Tuesday, February 15, 2011
My continuing exploration of the lesser-known proverbs of Poor Richard led me recently to this bit of wisdom:
A learned blockhead is a greater blockhead than an ignorant one.
You either want to be governed by the "best and the brightest" or you do not. I think we know where Ben Franklin would have come down on that question.
Discuss "blockheadism" and Poor Richard's proposition with reference to today's American political divide.
Well, you just have to scan through some of Instapundit's "credentialed, not educated" posts to see Poor Richard's point. Especially when elected officials show less understanding of the constitution (for example) than the general population.
I am also saddened that adults today seem less interested in deliberate self-education outside of academic settings than they did in the past. Dennis Prager blames this trend partly on the constant pressure to go to college even if one has no real interest in academics. People are more likely to educate themselves if education is not viewed as a necessary but very unpleasant and often irrelevant drudgery.
Consider this from the perspective of information theory.
An elite leader may be smarter, may know more than any of the other 300 million Americans.

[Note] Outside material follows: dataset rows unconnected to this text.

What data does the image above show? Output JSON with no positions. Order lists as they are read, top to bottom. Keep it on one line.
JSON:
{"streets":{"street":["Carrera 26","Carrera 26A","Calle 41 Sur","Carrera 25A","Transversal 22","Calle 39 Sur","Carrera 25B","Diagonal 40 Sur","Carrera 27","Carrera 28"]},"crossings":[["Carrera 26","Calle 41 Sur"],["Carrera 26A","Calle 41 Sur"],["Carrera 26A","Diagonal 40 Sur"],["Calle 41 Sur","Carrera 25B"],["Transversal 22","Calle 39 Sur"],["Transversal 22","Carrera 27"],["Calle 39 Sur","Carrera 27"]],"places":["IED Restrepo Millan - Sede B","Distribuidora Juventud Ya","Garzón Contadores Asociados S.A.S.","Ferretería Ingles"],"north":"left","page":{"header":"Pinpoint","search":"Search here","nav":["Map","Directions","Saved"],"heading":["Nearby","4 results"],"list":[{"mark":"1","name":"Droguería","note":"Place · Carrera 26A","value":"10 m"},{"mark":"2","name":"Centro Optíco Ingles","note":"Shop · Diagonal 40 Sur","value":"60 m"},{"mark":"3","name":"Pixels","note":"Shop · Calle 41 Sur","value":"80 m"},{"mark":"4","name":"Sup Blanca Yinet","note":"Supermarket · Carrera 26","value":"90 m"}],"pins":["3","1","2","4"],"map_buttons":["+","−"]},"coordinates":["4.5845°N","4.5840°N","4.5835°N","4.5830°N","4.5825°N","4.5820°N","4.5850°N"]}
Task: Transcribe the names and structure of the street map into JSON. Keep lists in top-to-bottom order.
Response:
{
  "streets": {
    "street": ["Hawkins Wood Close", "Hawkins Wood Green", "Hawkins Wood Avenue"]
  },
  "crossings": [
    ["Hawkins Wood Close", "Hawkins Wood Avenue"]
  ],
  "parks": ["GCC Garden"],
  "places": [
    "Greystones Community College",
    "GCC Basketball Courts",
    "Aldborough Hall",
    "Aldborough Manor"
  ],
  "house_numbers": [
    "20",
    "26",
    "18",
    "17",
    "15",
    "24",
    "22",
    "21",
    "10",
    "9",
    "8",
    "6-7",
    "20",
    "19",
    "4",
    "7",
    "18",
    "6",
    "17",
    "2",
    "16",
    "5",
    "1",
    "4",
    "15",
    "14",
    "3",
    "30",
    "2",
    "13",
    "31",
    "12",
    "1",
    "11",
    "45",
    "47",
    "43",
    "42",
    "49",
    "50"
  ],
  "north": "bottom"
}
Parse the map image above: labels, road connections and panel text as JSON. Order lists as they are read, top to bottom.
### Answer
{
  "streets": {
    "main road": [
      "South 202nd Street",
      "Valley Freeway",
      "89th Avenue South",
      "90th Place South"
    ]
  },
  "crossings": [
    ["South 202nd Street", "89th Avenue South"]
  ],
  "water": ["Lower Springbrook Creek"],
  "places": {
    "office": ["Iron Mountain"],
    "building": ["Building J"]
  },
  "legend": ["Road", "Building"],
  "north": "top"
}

But no elite leader knows more, or is smarter than, ALL of the other 300 million Americans.
That line sums up Paul Krugman perfectly.
Of course, so many from the Democratic Partisan devotion seem to fit this pattern.
It is knowing one is flawed, imperfect, mistaken, which produces a desire to study the facts - to "get it right". WFB was a fine example of seeking a greater existence via the truth.
Perhaps hubris can aid this ignorant folly posing as "enlightened" nonsense.
It's even possible that an elite leader may not know more than the first 400 people in the Boston telephone directory.
And some elite leaders - the ones Poor Richard might called "blockheads" - may even substitute education for thinking.